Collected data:
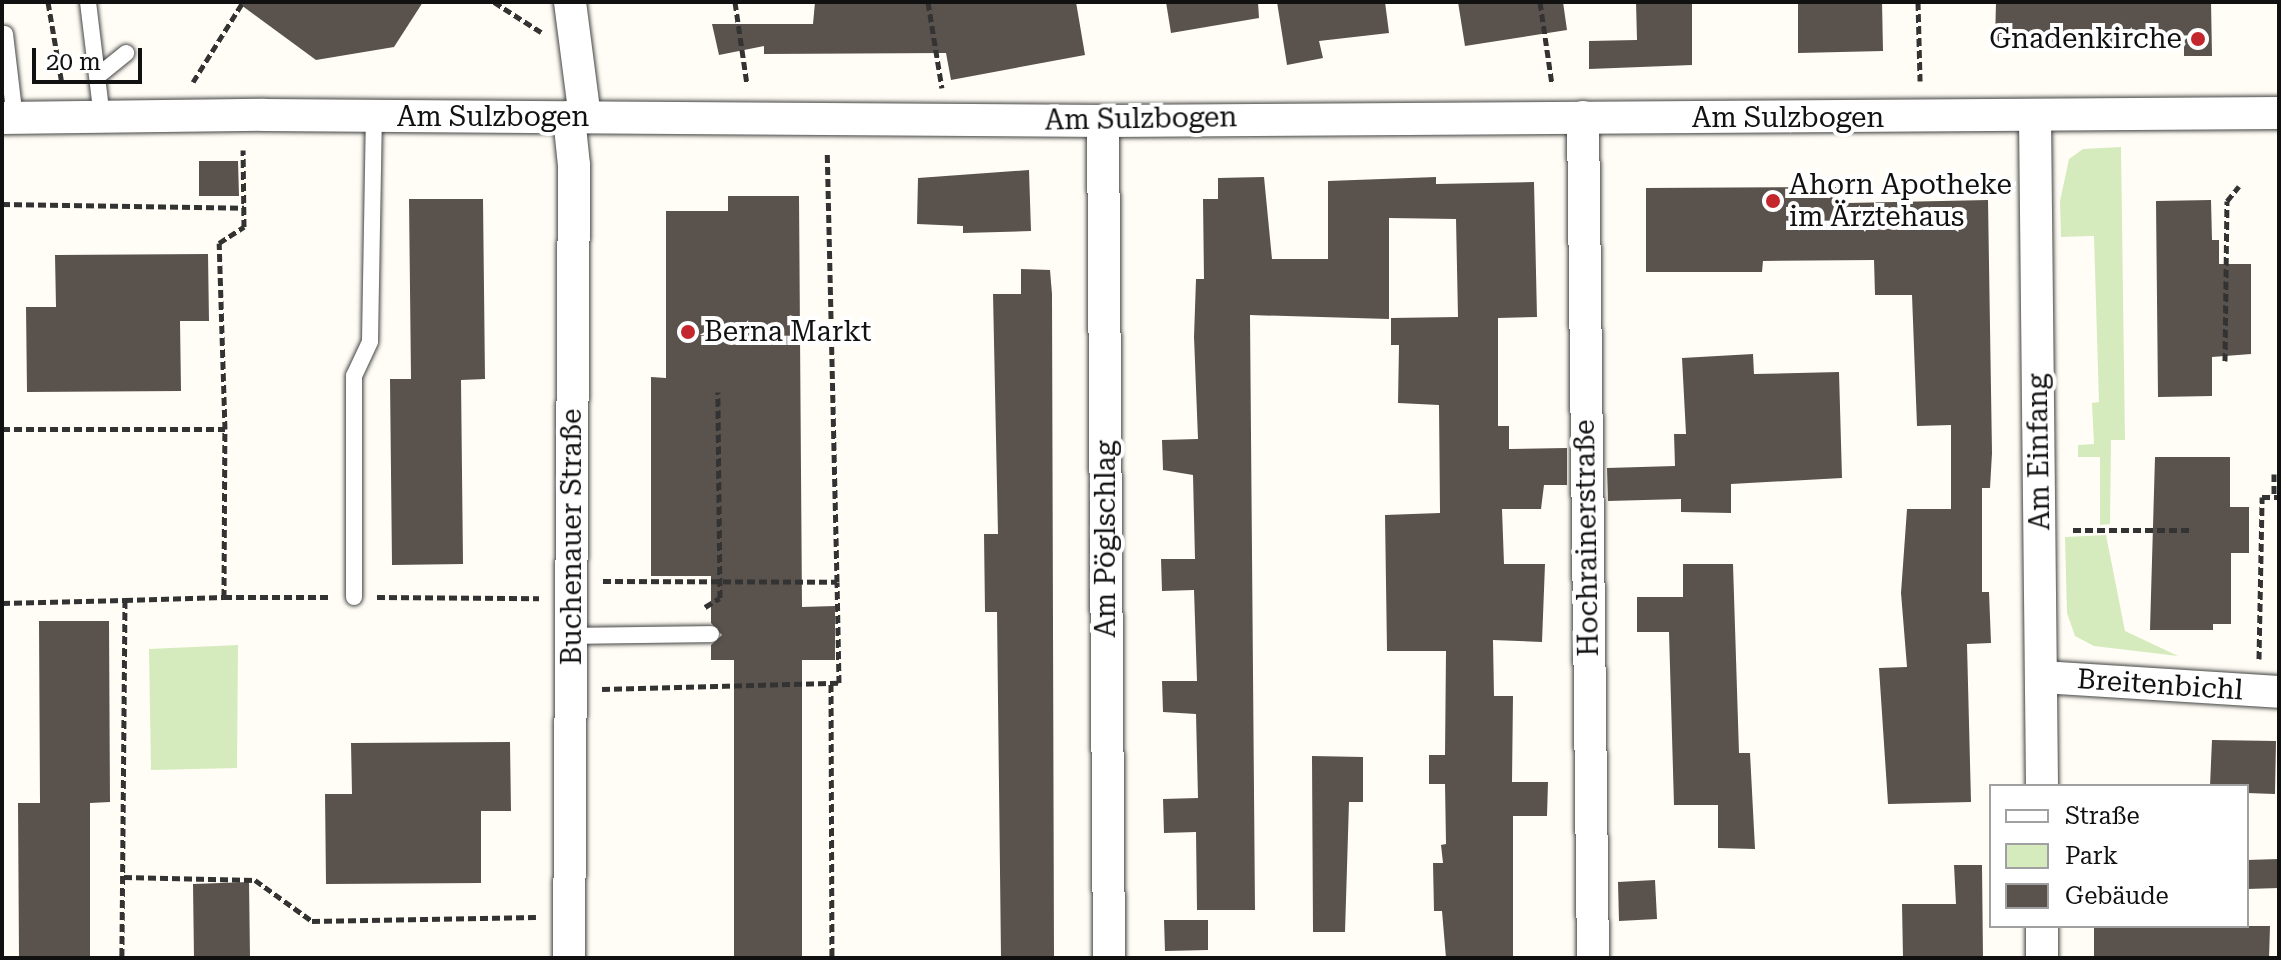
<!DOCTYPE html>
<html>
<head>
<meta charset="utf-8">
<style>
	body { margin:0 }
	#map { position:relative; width:2281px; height:960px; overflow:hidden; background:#fffdf5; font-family:"Roboto Serif",serif }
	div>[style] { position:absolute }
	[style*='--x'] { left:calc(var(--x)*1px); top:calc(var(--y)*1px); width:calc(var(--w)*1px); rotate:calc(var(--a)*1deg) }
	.green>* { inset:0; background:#d5ebbd }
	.building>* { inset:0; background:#5a524d }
	.path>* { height:5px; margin-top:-2.5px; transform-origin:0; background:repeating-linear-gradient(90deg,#333 0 8px,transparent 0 12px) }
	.roads { filter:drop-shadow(0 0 2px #444) drop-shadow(0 0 2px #444) }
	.service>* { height:16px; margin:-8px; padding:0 8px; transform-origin:8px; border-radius:8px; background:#fff }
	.minor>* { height:32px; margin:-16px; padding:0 16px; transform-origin:16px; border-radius:16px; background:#fff }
	.dots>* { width:22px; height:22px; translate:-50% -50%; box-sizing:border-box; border:4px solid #fff; border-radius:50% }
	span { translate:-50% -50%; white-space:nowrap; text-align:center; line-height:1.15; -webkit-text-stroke:8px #fff; paint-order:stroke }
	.poi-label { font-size:28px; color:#111 }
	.right { translate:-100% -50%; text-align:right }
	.left { translate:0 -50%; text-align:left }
	.street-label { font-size:28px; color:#111 }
	.frame { position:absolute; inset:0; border:4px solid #111; pointer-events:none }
	.legend { position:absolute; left:1989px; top:784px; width:260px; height:144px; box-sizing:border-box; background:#fff; border:2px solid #a0a0a0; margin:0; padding:10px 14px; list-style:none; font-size:24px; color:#111 }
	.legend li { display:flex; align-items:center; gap:16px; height:40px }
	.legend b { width:40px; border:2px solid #a0a0a0 }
	.scale { position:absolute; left:32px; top:48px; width:110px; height:36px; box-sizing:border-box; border:4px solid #111; border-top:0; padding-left:10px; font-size:24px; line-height:28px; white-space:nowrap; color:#111; -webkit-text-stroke:6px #fff; paint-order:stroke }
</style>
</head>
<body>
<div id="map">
	<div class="green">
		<div style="clip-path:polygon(2121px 147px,2125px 440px,2111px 440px,2110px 524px,2100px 525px,2100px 457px,2078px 457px,2078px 445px,2094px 444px,2092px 403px,2099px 402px,2094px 236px,2061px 237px,2060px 201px,2069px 159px,2083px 149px)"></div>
		<div style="clip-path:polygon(2106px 535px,2125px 631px,2178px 656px,2094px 646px,2075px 636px,2067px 613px,2065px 537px)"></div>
		<div style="clip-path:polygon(238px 645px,237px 768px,151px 770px,149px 649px)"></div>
	</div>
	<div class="building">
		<div style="clip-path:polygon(237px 2px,423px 2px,394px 47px,316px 60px)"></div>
		<div style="clip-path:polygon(815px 2px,1076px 2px,1085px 55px,951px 80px,946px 53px,764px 54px,764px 46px,719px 55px,712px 24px,813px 24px)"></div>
		<div style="clip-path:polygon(1166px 2px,1258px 2px,1259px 18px,1171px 33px)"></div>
		<div style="clip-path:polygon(1277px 2px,1385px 2px,1389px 33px,1319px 41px,1323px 58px,1287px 65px)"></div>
		<div style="clip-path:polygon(1458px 2px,1563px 2px,1567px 30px,1465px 46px)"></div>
		<div style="clip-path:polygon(1636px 2px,1692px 2px,1692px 65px,1589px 69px,1589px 41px,1637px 40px)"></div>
		<div style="clip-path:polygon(1798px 2px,1882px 2px,1883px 51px,1798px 53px)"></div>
		<div style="clip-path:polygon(1996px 2px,2211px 2px,2212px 56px,2184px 56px,2184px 43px,1995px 42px)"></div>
		<div style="clip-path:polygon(199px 161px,238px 161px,239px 196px,199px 196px)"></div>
		<div style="clip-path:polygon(1029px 170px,1031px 231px,963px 233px,963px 226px,917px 224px,918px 178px)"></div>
		<div style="clip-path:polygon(1264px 177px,1272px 259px,1328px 259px,1328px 181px,1436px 177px,1436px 184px,1534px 182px,1537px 317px,1498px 318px,1498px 426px,1509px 426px,1509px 449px,1567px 448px,1567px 485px,1544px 485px,1541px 509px,1502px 509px,1504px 564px,1545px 564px,1542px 642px,1493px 640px,1494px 696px,1513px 696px,1512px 782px,1548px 782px,1547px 816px,1513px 816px,1513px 958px,1446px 958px,1442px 911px,1434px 911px,1433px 863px,1443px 863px,1441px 845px,1446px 844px,1445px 784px,1429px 784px,1429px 755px,1445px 755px,1446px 651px,1387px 651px,1385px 515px,1440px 513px,1439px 405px,1398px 403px,1399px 345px,1391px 345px,1391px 318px,1458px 317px,1456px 219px,1389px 218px,1389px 319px,1250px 315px,1255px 910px,1197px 910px,1196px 832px,1164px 833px,1163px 799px,1198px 798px,1196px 714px,1163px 712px,1162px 681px,1197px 681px,1194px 590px,1162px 591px,1161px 559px,1195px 559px,1193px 475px,1163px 470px,1162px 440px,1198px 439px,1194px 337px,1196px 279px,1204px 279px,1203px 199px,1218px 199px,1218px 178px)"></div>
		<div style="clip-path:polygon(1848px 187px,1848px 203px,1988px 200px,1992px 453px,1990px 488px,1982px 488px,1982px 592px,1989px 592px,1991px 643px,1967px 644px,1971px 802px,1888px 804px,1879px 668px,1907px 667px,1901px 593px,1907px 509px,1951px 509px,1951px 425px,1917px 426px,1912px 295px,1875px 295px,1874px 260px,1763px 261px,1762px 272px,1646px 272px,1646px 188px)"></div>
		<div style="clip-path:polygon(728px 196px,799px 196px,802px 607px,835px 606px,835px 660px,802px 660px,802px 958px,734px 958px,734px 660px,711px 660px,711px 645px,722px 635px,711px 623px,711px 576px,651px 576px,651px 377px,666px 378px,666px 211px,728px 211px)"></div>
		<div style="clip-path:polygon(409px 199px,483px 199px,485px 379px,461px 380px,463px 564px,392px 565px,390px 379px,411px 379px)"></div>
		<div style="clip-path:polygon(2211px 200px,2212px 240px,2219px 240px,2219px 264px,2251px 264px,2251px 354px,2212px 357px,2212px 396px,2158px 397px,2156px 201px)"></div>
		<div style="clip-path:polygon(208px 254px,209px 321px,180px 321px,181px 391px,27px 392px,26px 307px,56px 307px,55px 255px)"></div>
		<div style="clip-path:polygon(1021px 269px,1050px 270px,1052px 294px,1054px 958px,1001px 958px,997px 612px,985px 612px,984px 534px,998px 534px,993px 294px,1021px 294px)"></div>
		<div style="clip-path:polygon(1753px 354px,1754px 374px,1839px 372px,1842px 478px,1731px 484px,1731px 513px,1681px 512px,1681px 499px,1608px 501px,1607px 468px,1675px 466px,1674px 434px,1686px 434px,1682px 358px)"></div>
		<div style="clip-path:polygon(2155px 457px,2230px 457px,2230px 507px,2249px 507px,2249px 553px,2231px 553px,2231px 624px,2213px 624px,2213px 630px,2150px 630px)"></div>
		<div style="clip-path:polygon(1683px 564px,1733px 564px,1739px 753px,1750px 753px,1755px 849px,1718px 848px,1718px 805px,1674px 805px,1669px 632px,1637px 632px,1637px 597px,1683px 597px)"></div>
		<div style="clip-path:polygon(39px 621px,109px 621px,110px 802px,90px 803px,90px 958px,19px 958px,18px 803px,40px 803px)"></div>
		<div style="clip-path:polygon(2212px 740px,2276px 741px,2275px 794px,2247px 793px,2247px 786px,2210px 786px)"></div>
		<div style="clip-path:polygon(510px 742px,511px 811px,481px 811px,481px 883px,326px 884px,325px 794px,352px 794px,351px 743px)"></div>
		<div style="clip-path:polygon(1312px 756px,1363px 757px,1363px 802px,1349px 802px,1345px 932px,1313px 932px)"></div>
		<div style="clip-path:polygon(2279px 859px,2279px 888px,2247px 889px,2247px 860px)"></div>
		<div style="clip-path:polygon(1954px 865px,1982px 865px,1983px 958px,1903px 958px,1902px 904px,1956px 904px)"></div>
		<div style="clip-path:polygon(1655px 880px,1657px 919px,1619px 921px,1618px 882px)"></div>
		<div style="clip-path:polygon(249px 882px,250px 958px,194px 958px,193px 884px)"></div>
		<div style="clip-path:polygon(1164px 920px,1208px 920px,1208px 950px,1165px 951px)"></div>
		<div style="clip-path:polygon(2094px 926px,2270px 926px,2269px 958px,2094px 958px)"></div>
	</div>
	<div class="path">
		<div style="--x:48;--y:2;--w:83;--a:80.3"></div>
		<div style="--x:494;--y:2;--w:56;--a:32.6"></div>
		<div style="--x:735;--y:2;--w:83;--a:81.7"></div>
		<div style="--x:928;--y:2;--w:87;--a:80.8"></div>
		<div style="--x:1540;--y:2;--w:83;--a:81.7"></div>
		<div style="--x:1918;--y:2;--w:79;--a:88.5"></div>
		<div style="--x:193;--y:82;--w:94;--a:-58"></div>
		<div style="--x:2;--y:204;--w:242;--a:0.9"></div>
		<div style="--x:2225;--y:361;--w:160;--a:-89.3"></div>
		<div style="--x:2227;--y:201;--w:19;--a:-51"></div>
		<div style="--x:2;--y:429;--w:223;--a:0"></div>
		<div style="--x:225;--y:429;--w:186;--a:-91.8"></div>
		<div style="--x:219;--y:243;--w:30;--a:-33"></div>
		<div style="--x:244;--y:227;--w:77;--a:-90.7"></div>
		<div style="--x:2274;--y:474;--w:23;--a:90"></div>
		<div style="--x:2073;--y:530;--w:119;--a:0"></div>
		<div style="--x:603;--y:581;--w:234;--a:0.2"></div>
		<div style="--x:837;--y:582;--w:431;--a:-91.3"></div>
		<div style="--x:224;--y:597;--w:107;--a:0"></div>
		<div style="--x:377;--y:597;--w:162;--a:0.4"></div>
		<div style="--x:125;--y:600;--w:99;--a:-1.7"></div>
		<div style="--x:224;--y:597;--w:168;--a:-89.7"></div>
		<div style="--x:2;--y:603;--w:123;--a:-1.4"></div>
		<div style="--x:125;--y:600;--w:358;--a:90.5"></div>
		<div style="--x:705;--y:607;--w:17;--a:-31"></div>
		<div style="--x:720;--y:598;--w:206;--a:-90.6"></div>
		<div style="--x:2259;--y:659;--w:162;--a:-88.9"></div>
		<div style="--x:2262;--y:497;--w:17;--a:0"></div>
		<div style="--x:831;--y:684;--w:274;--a:89.8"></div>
		<div style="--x:602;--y:689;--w:237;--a:-1.5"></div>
		<div style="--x:839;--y:683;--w:101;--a:-91.1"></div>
		<div style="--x:124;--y:877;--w:131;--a:1.3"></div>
		<div style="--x:255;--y:880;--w:70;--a:35.7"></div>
		<div style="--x:312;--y:921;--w:224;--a:-1"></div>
	</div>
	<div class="roads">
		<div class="service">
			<div style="--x:88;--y:2;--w:117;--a:83.1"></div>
			<div style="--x:5;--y:34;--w:86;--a:83.3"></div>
			<div style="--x:99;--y:75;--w:35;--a:-39"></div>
			<div style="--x:354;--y:597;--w:221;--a:-90"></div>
			<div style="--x:354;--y:376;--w:38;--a:-65"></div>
			<div style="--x:370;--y:341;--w:224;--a:-89"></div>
			<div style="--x:571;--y:636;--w:140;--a:-0.8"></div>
		</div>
		<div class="minor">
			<div style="--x:570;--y:2;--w:116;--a:82.6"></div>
			<div style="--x:569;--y:117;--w:48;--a:84.1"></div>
			<div style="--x:574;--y:165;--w:793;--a:90.36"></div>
			<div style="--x:1583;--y:117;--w:841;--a:89.32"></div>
			<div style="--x:2035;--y:117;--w:669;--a:89.4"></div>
			<div style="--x:2;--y:118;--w:262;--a:-0.7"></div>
			<div style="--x:264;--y:115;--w:844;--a:0.41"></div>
			<div style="--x:1108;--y:121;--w:1171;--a:-0.39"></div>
			<div style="--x:1103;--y:121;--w:837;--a:89.59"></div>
			<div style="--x:2042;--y:677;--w:237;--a:3.6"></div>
			<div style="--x:2042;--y:926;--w:32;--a:90"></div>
		</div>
	</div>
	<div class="dots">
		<div style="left:2198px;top:39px;background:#c4262e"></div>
		<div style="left:1773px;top:201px;background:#c4262e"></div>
		<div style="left:688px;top:332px;background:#c4262e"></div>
	</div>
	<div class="poi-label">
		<span class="right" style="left:2182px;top:39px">Gnadenkirche</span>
		<span class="left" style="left:1789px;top:201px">Ahorn Apotheke<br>im Ärztehaus</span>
		<span class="left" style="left:704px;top:332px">Berna Markt</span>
	</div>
	<div class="street-label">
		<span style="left:493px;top:117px">Am Sulzbogen</span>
		<span style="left:1788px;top:118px">Am Sulzbogen</span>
		<span style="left:1141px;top:119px;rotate:-1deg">Am Sulzbogen</span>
		<span style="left:2039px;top:452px;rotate:-91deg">Am Einfang</span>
		<span style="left:572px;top:537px;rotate:-90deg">Buchenauer Straße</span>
		<span style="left:1587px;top:538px;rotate:-91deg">Hochrainerstraße</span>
		<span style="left:1106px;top:539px;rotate:-90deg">Am Pöglschlag</span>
		<span style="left:2160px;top:685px;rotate:4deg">Breitenbichl</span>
	</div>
	<div class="frame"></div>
	<ul class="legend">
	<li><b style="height:10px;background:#fff"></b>Straße</li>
	<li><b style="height:22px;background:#d5ebbd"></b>Park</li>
	<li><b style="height:22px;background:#5a524d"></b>Gebäude</li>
	</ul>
	<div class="scale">20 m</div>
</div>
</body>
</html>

Your task:
Working down the entries above, count each line in which "service" occurs, and state only the resulting number.

Response to this exercise:
2